A potential exposure means having close contact within 6 feet of an individual with confirmed or suspected COVID-19. The contact timeframe is 48 hours before the individual became symptomatic.

Critical Infrastructure workers who have had an exposure but remain asymptomatic should adhere to the following practices prior to and during their work shift:

  • Pre-Screen: Employers should measure the employee’s temperature and assess symptoms prior to them starting work, ideally before the individual enters the facility.
  • Regular Monitoring: As long as the employee doesn’t have a fever or symptoms, they should self-monitor under the supervision of their employer’s occupational health program.
    1. If the employee develops any symptoms they should be sent home immediately and COVID-19 testing should be considered.
    2. The staff member should seek medical attention immediately if they develop warning signs for COVID-19 such as trouble breathing, persistent pain or pressure in the chest, new confusion or inability to arouse or bluish lips or face.
  • Contact Information: Information should be compiled on persons who had contact with the ill employee up to 2 days prior to their start of symptoms
  • Wear a Mask: The employee should wear a face mask at all times while in the workplace for 14 days after last exposure.
  • Social Distance: The employee should maintain 6 feet and practice social distancing as work duties permit in the workplace including breakrooms.
  • Disinfect and Clean work spaces: Clean and disinfect all areas such as offices, bathrooms, common areas, shared electronic equipment routinely.
  • No sharing: Employees should not share headsets or other objects that are near mouth or nose.

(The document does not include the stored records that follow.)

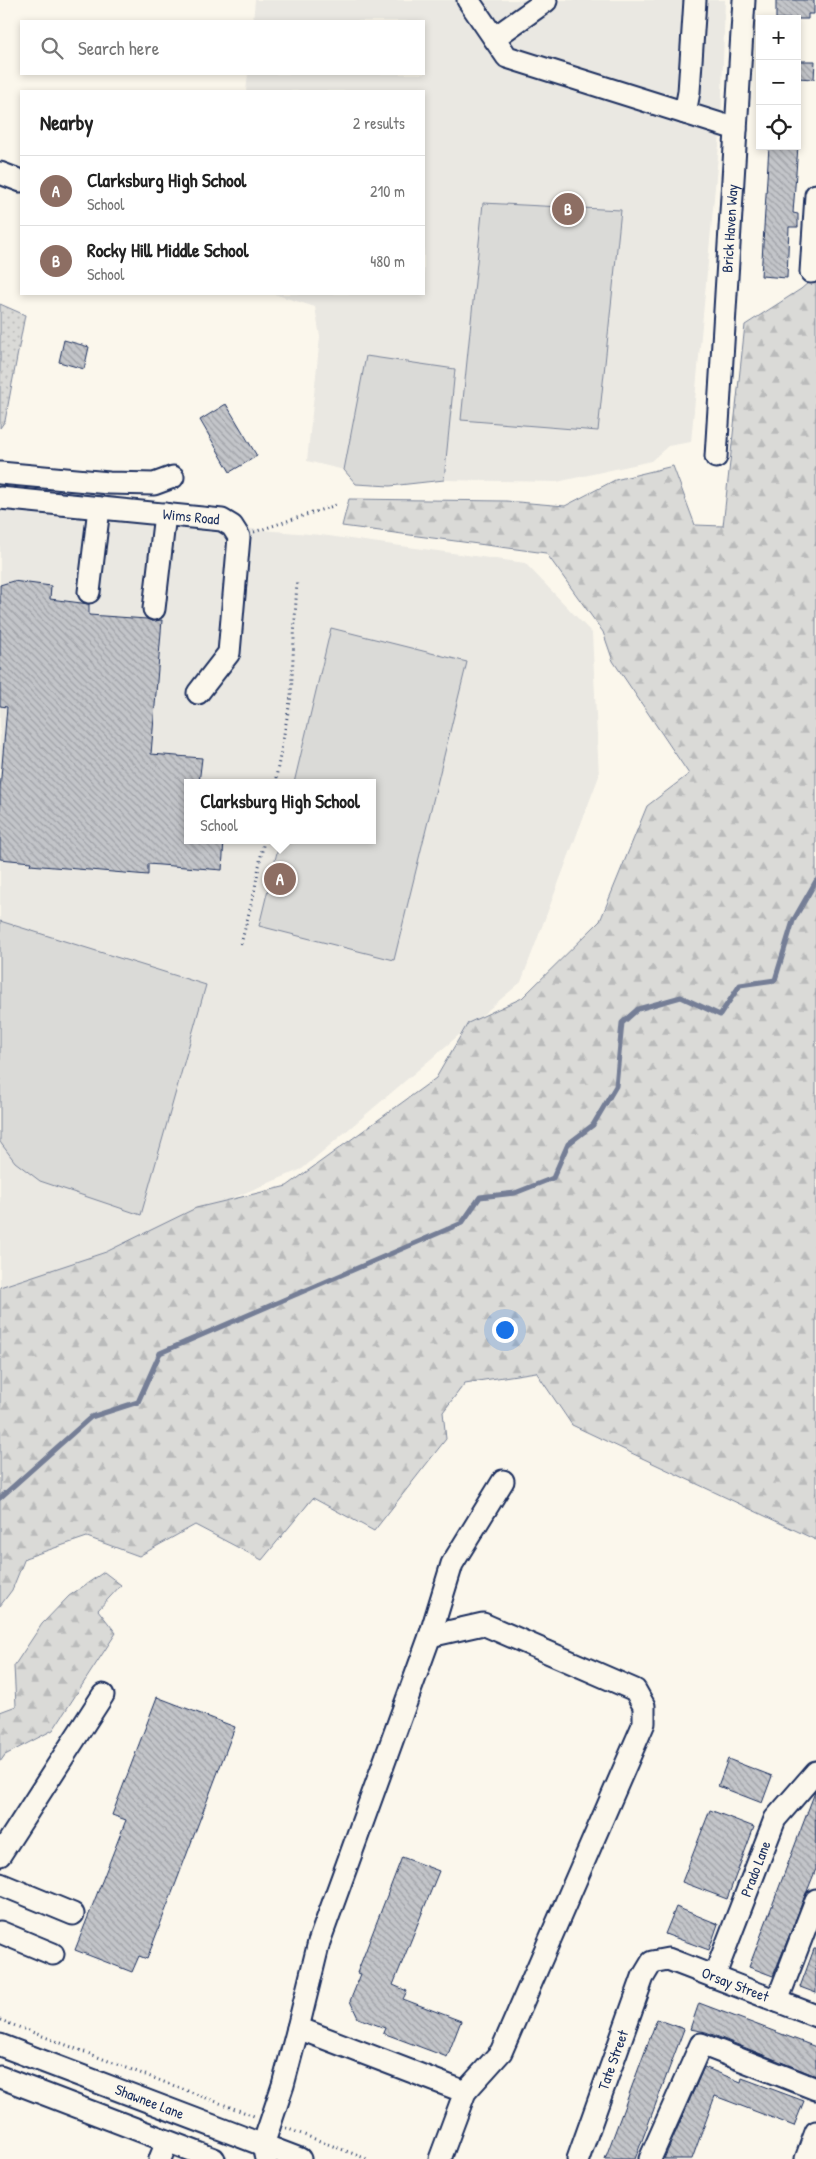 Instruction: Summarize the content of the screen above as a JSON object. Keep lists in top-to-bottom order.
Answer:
{
  "streets": {
    "street": [
      "Brick Haven Way",
      "Wims Road",
      "Prado Lane",
      "Orsay Street",
      "Tate Street",
      "Shawnee Lane"
    ]
  },
  "crossings": [
    ["Prado Lane", "Orsay Street"],
    ["Orsay Street", "Tate Street"]
  ],
  "page": {
    "map_buttons": ["+", "−"],
    "search": "Search here",
    "heading": ["Nearby", "2 results"],
    "list": [
      {
        "mark": "A",
        "name": "Clarksburg High School",
        "note": "School",
        "value": "210 m"
      },
      {
        "mark": "B",
        "name": "Rocky Hill Middle School",
        "note": "School",
        "value": "480 m"
      }
    ],
    "pins": ["B", "A"],
    "popup": ["Clarksburg High School", "School"]
  }
} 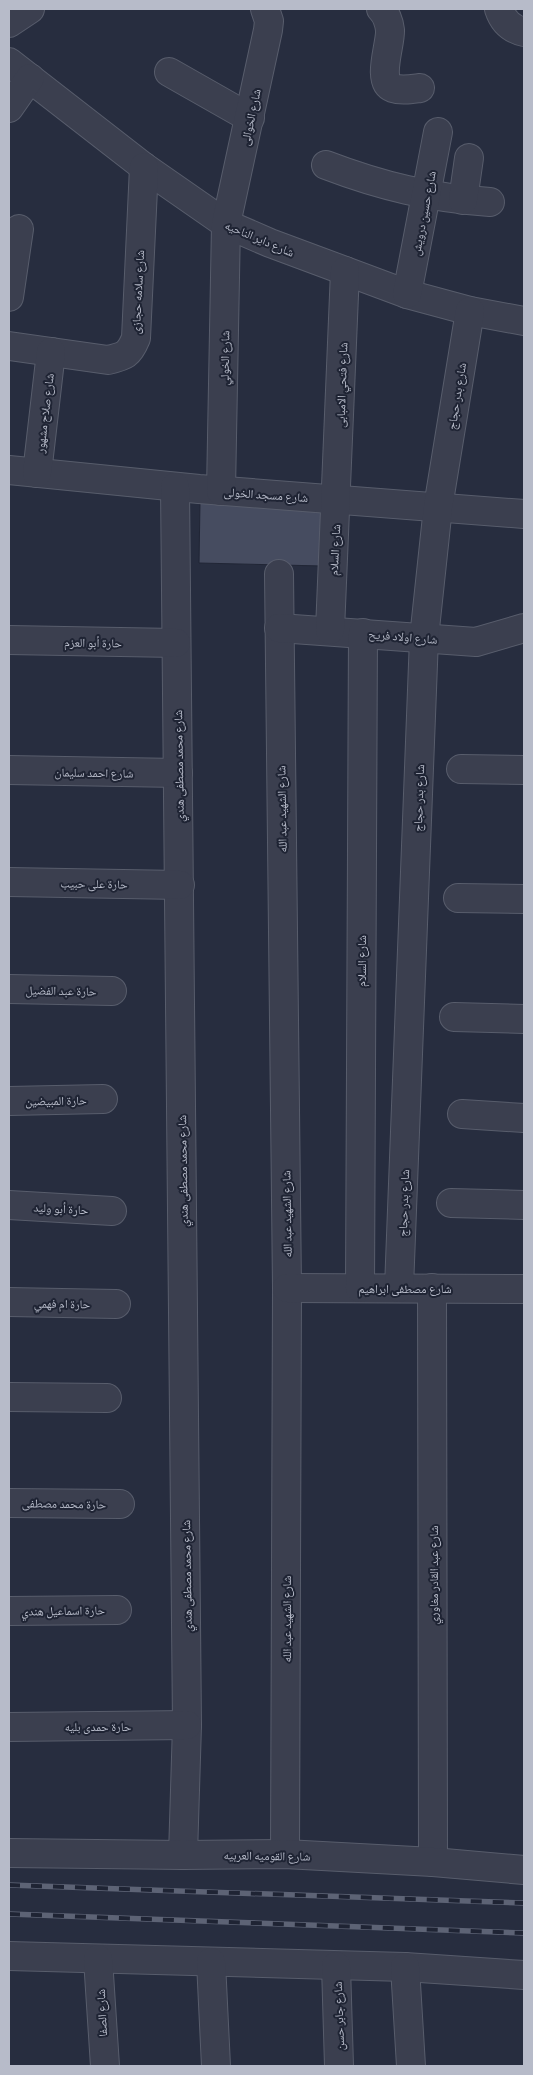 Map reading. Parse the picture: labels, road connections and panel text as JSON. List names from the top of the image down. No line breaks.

What to do when a medical provider or staff member tests positive for COVID-19?

  • Report: The positive result will be communicated to the primary care provider.  The test result should be sent to the local health department to assist with contact tracing.
  • Cease working: The medical provider/staff member should cease providing health care services immediately and should quarantine and monitor symptoms for 14 days. They should seek medical attention immediately if any symptoms worsen.
  • Clean: Clean and disinfect environmental surfaces in the facility and especially their work space.
  • Inform: The medical provider should inform staff and patients of the potential exposure to the COVID-19 person in the last 14 days. Contact all patients who may have had contact with the COVID-19 positive individual to determine whether they’re symptomatic. Recommend that they self-quarantine for 14 days and notify their physician if symptoms develop.
    1. Risk Assessment with helpful detailed questions:
      • a. What was the date of the last contact?
      • b. How long was the contact?
      • c. What was the approximate distance of the contact?
      • d. Are they experiencing symptoms?
  • Other staff: See above guidelines on staff exposure to COVID-19.  Consider testing of unaffected staff and document all test results.  Continue to monitor them symptomatically daily.
  • Emergency Plan: If the practice needs to be closed due to COVID-19, follow office protocols to address the emergency/urgent care needs of their patients.
  • Return to Work: The provider/staff member should be excluded from work until:
    1. Resolution of fever without the use of fever-reducing medications AND
    2. Improvement in respiratory symptoms (e.g., cough, shortness of breath AND
    3. Two consecutive negative results >24 hours apart of an FDA Emergency Use Authorized COVID-19 molecular assay by nasopharyngeal swab.

Always be aware of and comply with your local governing Health Department regulations and guidelines for quarantine and contact tracing which may supercede these recommendations.